With an inkjet printer and some freezer paper you can easily and accurately transfer your image onto your carving medium!
Here’s what you’ll need:
- Your design
- Inkjet printer
- Freezer paper
- Regular printer paper
- Carving rubber for stamps
- Carving tools
This stamp is going to be a cute little squirrel that I’ve designed for my son. (It’s kind of a long story that I’ll get into more when I have the whole project finished.) I started by printing my design on plain printer paper so I knew where to place the freezer paper.
If you’re using words you don’t need to worry about mirroring your design because with this method the original design ends up looking the same as your finished print!
Since those rolls of freezer paper are so prone to curling, after cutting out an appropriately sized piece I taped it to the normal printer paper shiny side up over my previously printed page. This will keep it relatively flat as it goes through the printer.

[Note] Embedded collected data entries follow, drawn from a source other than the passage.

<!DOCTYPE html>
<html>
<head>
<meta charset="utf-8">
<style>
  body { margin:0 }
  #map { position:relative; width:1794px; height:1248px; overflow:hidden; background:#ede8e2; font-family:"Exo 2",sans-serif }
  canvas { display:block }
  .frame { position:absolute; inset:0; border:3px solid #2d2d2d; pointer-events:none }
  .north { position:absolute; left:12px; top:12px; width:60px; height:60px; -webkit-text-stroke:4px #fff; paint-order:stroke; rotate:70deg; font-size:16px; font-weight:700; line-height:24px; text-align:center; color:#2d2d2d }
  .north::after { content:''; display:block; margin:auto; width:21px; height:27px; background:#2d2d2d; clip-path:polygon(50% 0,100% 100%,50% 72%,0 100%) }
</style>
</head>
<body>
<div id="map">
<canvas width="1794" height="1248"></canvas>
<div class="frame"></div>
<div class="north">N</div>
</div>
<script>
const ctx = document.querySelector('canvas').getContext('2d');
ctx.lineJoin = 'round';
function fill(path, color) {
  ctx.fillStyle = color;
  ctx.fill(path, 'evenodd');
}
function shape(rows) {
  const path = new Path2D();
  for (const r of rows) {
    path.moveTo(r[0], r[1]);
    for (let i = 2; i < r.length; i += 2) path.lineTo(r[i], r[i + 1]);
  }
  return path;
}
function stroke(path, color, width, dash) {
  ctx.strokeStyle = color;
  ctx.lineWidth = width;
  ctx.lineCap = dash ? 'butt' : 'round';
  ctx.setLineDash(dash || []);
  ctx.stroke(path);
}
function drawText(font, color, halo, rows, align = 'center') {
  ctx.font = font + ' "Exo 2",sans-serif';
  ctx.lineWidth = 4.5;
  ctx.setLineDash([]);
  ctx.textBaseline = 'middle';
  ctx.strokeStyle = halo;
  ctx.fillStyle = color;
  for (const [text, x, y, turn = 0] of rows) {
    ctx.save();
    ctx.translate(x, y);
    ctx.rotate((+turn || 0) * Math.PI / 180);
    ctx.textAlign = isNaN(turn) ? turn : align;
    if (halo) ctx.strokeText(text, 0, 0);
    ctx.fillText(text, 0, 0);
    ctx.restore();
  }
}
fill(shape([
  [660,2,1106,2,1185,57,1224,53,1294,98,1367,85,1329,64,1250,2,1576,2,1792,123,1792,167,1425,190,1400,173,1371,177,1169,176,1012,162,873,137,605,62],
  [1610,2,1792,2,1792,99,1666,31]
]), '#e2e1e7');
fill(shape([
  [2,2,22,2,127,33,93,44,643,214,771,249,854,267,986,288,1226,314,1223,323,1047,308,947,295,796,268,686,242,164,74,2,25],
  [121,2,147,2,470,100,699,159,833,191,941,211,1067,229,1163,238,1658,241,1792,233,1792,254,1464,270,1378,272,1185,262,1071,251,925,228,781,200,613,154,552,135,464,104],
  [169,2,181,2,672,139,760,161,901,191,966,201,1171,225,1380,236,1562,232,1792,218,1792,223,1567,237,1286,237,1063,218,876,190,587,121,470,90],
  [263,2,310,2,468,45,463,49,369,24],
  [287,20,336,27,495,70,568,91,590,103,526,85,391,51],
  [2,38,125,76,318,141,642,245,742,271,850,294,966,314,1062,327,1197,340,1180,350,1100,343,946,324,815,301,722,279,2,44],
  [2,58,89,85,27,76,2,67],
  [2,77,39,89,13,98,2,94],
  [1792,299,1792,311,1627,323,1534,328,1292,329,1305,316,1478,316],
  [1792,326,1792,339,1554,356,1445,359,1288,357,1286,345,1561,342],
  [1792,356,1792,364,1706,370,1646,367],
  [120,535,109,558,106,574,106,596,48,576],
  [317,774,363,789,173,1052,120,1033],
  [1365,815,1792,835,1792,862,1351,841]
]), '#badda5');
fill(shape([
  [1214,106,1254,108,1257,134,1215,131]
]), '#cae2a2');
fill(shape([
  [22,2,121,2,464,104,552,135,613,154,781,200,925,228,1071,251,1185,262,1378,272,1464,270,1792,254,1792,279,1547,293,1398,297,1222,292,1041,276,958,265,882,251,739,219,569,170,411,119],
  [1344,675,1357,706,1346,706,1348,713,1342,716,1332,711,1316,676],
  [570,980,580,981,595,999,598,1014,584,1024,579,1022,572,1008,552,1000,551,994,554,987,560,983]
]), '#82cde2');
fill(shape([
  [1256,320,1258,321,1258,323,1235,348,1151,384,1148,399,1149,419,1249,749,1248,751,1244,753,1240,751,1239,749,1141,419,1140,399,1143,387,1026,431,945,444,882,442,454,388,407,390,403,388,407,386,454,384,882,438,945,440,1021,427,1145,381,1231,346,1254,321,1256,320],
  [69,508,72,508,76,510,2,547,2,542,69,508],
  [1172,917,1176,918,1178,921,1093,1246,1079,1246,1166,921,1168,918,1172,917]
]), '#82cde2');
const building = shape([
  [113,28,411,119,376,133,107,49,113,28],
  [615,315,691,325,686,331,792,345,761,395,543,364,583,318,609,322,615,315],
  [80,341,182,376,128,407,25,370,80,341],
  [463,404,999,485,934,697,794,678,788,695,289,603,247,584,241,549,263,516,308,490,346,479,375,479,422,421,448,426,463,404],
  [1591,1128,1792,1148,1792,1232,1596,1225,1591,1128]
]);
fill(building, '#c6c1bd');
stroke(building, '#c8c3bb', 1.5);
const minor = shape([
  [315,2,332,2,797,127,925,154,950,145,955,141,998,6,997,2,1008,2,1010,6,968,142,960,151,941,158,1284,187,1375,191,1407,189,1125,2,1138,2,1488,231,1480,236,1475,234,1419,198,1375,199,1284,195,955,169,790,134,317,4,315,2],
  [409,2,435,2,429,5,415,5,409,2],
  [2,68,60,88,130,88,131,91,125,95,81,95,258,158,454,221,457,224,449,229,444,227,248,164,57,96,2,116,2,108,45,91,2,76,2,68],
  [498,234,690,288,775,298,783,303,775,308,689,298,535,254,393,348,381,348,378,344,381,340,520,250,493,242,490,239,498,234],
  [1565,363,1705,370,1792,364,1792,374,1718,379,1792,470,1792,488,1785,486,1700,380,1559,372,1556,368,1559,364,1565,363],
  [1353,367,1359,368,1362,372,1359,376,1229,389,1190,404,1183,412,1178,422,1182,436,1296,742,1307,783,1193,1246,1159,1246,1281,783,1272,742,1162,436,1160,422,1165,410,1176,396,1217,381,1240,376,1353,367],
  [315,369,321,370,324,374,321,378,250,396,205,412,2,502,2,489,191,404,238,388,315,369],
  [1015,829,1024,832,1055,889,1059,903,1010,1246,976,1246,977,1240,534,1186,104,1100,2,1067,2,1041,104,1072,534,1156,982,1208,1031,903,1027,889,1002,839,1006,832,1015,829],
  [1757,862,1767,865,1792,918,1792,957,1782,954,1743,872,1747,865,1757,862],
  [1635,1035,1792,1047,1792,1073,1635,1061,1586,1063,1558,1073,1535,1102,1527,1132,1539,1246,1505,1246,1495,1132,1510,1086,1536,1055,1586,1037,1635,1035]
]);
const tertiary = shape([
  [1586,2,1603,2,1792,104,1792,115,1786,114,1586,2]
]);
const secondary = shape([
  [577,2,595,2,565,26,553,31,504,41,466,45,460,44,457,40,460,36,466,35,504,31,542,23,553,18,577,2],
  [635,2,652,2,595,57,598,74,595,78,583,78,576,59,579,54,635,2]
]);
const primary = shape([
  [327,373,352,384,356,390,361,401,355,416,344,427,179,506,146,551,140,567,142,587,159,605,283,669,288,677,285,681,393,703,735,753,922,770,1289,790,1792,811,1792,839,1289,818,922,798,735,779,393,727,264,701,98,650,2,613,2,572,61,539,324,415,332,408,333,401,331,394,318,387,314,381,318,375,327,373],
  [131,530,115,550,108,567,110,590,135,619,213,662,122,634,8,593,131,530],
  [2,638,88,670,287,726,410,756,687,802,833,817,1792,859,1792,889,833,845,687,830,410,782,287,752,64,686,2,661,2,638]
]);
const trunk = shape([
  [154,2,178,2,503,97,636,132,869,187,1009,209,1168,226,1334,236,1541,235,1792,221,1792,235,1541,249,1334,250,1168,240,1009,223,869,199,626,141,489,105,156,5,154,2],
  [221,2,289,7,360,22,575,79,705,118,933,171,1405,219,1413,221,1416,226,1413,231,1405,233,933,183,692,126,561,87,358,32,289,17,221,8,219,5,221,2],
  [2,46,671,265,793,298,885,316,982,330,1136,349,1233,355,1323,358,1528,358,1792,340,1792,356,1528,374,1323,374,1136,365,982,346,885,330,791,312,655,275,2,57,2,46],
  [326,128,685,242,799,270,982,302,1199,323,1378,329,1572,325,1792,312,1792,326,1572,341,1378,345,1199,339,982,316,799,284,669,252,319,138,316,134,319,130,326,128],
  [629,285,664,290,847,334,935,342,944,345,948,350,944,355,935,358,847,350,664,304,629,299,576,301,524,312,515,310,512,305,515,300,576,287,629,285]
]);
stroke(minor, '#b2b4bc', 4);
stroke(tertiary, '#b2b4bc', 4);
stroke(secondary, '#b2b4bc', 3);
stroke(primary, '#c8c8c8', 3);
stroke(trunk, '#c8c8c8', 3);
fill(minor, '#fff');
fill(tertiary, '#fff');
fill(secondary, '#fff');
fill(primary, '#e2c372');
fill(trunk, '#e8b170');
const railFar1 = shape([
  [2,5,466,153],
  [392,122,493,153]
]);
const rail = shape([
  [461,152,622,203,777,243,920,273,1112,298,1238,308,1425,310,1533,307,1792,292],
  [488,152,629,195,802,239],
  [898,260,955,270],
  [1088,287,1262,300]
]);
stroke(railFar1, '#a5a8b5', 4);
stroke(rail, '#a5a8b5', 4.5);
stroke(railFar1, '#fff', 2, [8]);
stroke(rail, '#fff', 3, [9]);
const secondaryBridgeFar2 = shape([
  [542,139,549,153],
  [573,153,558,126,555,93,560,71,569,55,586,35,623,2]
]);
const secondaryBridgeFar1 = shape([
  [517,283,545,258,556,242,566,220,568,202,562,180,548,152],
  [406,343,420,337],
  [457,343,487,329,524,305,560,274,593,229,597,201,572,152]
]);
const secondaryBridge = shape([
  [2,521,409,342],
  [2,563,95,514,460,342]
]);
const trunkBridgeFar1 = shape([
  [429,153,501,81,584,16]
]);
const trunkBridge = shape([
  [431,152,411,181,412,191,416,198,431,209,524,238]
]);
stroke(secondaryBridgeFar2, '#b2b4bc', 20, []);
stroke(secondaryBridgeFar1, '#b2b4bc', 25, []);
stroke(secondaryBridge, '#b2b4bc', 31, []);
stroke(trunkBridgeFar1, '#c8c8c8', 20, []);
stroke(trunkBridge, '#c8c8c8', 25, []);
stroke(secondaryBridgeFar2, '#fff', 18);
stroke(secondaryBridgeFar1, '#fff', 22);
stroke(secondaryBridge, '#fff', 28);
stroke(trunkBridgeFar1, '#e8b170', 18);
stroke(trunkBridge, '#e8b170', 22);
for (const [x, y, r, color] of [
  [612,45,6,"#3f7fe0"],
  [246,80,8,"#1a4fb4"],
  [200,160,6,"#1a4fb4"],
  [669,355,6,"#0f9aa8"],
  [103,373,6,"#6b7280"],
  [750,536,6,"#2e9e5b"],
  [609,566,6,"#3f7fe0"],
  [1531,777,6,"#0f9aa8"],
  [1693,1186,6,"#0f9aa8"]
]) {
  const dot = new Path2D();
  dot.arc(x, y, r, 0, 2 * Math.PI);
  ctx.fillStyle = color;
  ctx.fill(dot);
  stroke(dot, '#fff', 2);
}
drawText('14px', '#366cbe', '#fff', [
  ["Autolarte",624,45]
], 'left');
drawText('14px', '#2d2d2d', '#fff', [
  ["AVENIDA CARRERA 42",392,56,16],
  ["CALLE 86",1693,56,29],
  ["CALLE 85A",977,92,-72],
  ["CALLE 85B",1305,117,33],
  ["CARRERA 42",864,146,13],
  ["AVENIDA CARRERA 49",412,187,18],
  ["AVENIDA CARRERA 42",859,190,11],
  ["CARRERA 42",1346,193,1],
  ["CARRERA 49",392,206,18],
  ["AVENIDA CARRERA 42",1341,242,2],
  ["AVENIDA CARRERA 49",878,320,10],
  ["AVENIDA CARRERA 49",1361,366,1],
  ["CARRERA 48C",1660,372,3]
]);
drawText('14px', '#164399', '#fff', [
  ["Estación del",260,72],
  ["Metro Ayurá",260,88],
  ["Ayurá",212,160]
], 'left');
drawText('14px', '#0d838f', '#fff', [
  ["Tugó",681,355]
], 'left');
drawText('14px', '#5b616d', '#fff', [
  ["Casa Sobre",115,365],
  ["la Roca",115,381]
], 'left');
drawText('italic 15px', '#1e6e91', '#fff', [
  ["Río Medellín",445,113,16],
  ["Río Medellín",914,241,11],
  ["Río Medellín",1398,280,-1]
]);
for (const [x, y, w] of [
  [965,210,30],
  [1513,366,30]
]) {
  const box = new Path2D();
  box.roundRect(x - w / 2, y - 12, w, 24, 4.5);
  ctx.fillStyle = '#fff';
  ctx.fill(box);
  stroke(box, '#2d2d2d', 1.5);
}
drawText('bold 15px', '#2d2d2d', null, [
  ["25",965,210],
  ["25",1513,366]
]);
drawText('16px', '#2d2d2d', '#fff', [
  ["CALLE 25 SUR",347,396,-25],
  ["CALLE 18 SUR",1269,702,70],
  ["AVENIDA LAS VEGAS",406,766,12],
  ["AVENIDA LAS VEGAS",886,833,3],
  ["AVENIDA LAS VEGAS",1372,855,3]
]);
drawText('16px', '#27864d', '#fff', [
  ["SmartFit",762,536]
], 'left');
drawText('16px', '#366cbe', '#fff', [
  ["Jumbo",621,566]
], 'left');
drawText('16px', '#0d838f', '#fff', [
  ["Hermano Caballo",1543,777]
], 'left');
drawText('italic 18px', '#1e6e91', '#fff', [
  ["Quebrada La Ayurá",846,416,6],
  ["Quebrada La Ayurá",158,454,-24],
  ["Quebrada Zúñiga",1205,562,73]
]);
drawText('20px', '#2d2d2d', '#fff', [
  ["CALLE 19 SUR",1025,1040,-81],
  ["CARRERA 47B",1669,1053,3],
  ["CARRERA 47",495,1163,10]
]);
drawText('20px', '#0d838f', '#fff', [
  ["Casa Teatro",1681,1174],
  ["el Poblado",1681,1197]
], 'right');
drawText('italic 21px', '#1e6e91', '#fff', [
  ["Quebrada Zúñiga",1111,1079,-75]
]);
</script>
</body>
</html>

Make sure you place it in the printer oriented so that the it’ll print on the freezer paper side! With my printer that means face down. (I swear I always seem to forget which way it’s supposed to be when I print out pictures!) Use your normal print settings as if you were printing on plain paper.
Here’s what it looked like after it went through the printer.
Be very careful not to touch the printed area! It will smudge.
Press the ink to the carving rubber. Do this part carefully – you only get one chance. Once you press the ink to the rubber you aren’t going to be able to adjust it without seriously smudging up your design. Sometimes it helps to start at one edge and press or roll the paper so you don’t end up with it making a big lump in the middle.
Using the edge of a card, rub the back of the freezer paper and transfer the ink onto the carving block.
Carefully peel up the freezer paper. Here’s what mine looked like compared to the original print:
Now you can start carving! Just be aware that the ink on the rubber stays a bit wet and can smudge, so be careful not to touch it as you carve or you can rub off your design.